(ASSIGNMENT) Only the lines from the one containing "c.lineJoin = 'round';" through the one containing "function strokePath(path, color, width, dash)" should be printed, exactly as they appear below, with both ends included.

(INFORMATION Opens)

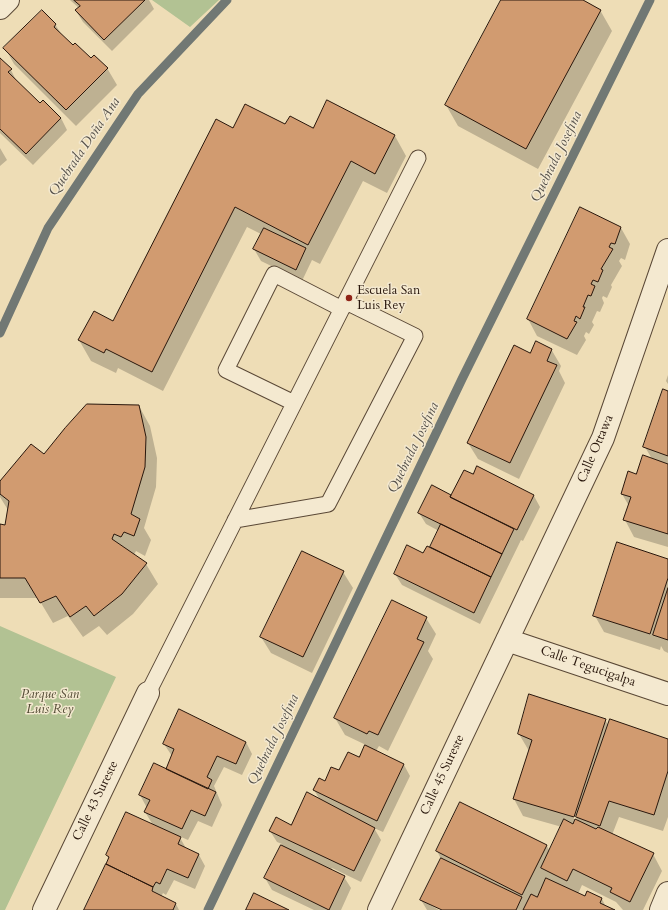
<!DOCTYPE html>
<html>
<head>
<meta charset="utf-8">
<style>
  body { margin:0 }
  canvas { display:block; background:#eeddb6 }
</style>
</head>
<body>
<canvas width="668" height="910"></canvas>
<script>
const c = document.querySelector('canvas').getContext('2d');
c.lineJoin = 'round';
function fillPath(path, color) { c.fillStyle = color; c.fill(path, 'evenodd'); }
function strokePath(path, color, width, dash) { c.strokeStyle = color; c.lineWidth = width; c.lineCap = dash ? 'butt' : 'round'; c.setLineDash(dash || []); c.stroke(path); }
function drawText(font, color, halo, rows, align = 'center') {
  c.font = font + ' Cardo,serif'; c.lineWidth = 3; c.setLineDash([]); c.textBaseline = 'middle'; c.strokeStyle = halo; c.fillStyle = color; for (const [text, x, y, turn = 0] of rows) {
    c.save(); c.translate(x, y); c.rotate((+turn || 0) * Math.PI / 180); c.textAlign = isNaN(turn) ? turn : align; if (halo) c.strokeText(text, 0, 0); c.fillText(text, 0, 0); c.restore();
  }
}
fillPath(new Path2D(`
  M152,0H219L190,27Z
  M0,626L116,677L5,910H0Z`), '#b2c293');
fillPath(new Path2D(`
  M70,0H149L154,9L112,51L83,22L76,11L79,8Z
  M503,0H581L600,10L612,31L538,169L458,126L446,105Z
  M55,24L63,37L91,60L107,68L117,85L76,126L14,64L5,48Z
  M0,59L11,70L17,82L40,104L43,101L61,118L67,130L33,165L0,133Z
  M286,126L395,136L406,156L387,193L363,181L320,264L312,260L302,281L261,261L254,249L261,234L247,227L163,391L118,368L116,373L91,361L79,340L114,322L233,129Z
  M0,148L7,160L0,166Z
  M621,228L630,244L625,260L621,258L619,261L622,266L611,285L612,287L607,298L603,296L602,298L604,303L600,312L597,311L592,322L594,325L589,334L586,332L584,336L586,340L577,355L537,336L528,319Z
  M551,349L561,366L559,371L565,383L519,479L478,459L468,443L531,354Z
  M668,375V384L666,381Z
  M668,392V547L634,537L625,520L629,506L622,494L652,459L645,447Z
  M139,406L150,426L157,458L156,487L144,528L151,540L145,556L136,551L134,555L146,564L158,584L133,614L107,635L99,626L83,637L68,616L53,623L38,598H0V525L6,527L8,510L0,497V483L44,456Z
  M432,487L451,496H534L540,507L523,541L521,540L480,624L402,585L395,574L430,549L439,531L426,524L419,513Z
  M668,560V653L664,651L661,646L660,650L604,632L595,616Z
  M343,572L353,588L312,673L271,653L261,637Z
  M426,618L436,634L428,651L433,659L388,751L379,746L376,751L404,765L410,776L383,832L374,828L381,840L361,882L332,868L331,870L344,877L351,888L341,910H314L272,890L265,878L282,844L277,842L270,831L292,826L320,800L314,790L359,758L366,745L345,735L335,718Z
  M605,720L609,726L668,740V817L663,831L619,817L612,835L653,854L662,871L643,910H623L616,902L582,885L578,894L585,898L602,899L606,907L613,910H444L430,903V905L439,910H427L421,900L441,859L437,851L461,803L547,846L550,852L562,827L523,816L514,799L529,751L519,734ZM573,812L578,821H575L571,813Z
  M246,742L252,754L242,775L224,767L214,786L222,805L212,827L198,821L188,840L179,836L187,850L199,855L205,866L195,889L174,880L166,895L163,893L161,897L176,904L179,910H85L109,859L107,855L153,825L145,812L147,808L140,795L166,770L172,756L164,744Z`), '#0003');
strokePath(new Path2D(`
  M0,333L48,228L138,94L227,0
  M208,910L462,379L650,0`), '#717874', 9);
const building = new Path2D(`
  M74,0H145L104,40L75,10L80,6Z
  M501,0H583L601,10L526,149L445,105Z
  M42,10L56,24L54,27L73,45L75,43L91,58L94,55L108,68L66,110L3,48Z
  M0,58L12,69L8,72L40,103L43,100L61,118L26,154L0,129Z
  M327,100L395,135L375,174L351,161L308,245L235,207L152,372L106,349L104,353L78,340L94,311L113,321L216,119L233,128L245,104L285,124L290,116L313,128Z
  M580,207L621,227L615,244L611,243L609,247L613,249L601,269L603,270L598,282L593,280L591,284L595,286L591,296L588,295L583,307H585L580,319L576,316L574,321L577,322L567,339L527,319Z
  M264,228L306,248L296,270L253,249Z
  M536,341L552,349L547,361L557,365L510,463L467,443L514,345L530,353Z
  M663,389L668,391V456L643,447Z
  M87,404L139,405L146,437L145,467L131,514L140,519L134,536L124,532L121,537L114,534L112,539L147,563L122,594L94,616L86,606L70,617L56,596L40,603L25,578H0V524L5,525L9,501L0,494V481L31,444L44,454L65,428Z
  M643,455L668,464V534L623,520L631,497L621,494L628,471L636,474Z
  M477,466L534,495L517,530L450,497L464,470L473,474Z
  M432,485L451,495L450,497L514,529L502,554L418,513Z
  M441,524L502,554L491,577L430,547Z
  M617,542L668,559V578L650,634L593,616Z
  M407,545L423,553L427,546L491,577L474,613L394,574Z
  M302,551L344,571L303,657L260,637Z
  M668,588V640L653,635Z
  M392,600L427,617L417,639L424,642L378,735L369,731L367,734L334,718Z
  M529,694L606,719L574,817L513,799L532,740L518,734Z
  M179,709L246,742L236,764L217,756L207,777L212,780L208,789L166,769L174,749L163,744Z
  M610,719L668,739V771L654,815L609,801L600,826L576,817Z
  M365,745L404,764L377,821L313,790L319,778L325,781L331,767L339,770L348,752L359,757Z
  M154,763L216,792L205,816L191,810L182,829L144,812L150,800L139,795Z
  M307,792L375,828L354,871L269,831L276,817L291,825Z
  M460,802L547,845L522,895L436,851Z
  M126,812L181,837L178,844L199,854L188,878L167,869L160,884L156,882L153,887L106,864L109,857L106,855Z
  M564,819L573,824L575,819L596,829L598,827L654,853L630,902L610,892L612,888L573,869L567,881L541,868Z
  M281,845L345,876L329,910L264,878Z
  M441,858L522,897L516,910H442L420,900Z
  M106,864L153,887L152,891L176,903L173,910H84Z
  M546,878L585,896L587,891L602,898L600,903L615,910H523L531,894L537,897Z
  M254,893L289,910H246Z`);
fillPath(building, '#d19b70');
strokePath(building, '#29170c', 1);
const lane = new Path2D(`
  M294,403L226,370L274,274L342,309
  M235,520L328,504L415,336L346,302
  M148,693L418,158`);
const street = new Path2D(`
  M0,8L8,0
  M507,640L668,694
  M44,910L148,693
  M379,910L603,438L668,250
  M661,910L668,893`);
strokePath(lane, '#5a4836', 17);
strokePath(street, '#5a4836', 24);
strokePath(lane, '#f4e9d0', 15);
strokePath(street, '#f4e9d0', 22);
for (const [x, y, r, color] of [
  [349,298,4,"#8f2418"]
]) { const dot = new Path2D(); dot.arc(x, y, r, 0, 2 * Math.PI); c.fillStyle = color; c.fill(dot); strokePath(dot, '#f4e9d0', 1.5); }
drawText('13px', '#29170c', '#f4e9d0', [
  ["Escuela San",357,291],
  ["Luis Rey",357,306]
], 'left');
drawText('13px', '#29170c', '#f4e9d0', [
  ["Calle Ottawa",596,449,-67],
  ["Calle Tegucigalpa",588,667,19],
  ["Calle 45 Sureste",443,775,-65],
  ["Calle 43 Sureste",96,801,-64]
]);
drawText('italic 13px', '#524a34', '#f4e9d0', [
  ["Parque San",50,695],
  ["Luis Rey",50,710]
]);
drawText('italic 14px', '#534f49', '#f4e9d0', [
  ["Quebrada Doña Ana",85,147,-56],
  ["Quebrada Josefina",557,157,-64],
  ["Quebrada Josefina",414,448,-64],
  ["Quebrada Josefina",274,740,-64]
]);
</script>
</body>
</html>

(INFORMATION Closes)

(RESPONSE FOR THIS EXERCISE)
c.lineJoin = 'round';
function fillPath(path, color) { c.fillStyle = color; c.fill(path, 'evenodd'); }
function strokePath(path, color, width, dash) { c.strokeStyle = color; c.lineWidth = width; c.lineCap = dash ? 'butt' : 'round'; c.setLineDash(dash || []); c.stroke(path); }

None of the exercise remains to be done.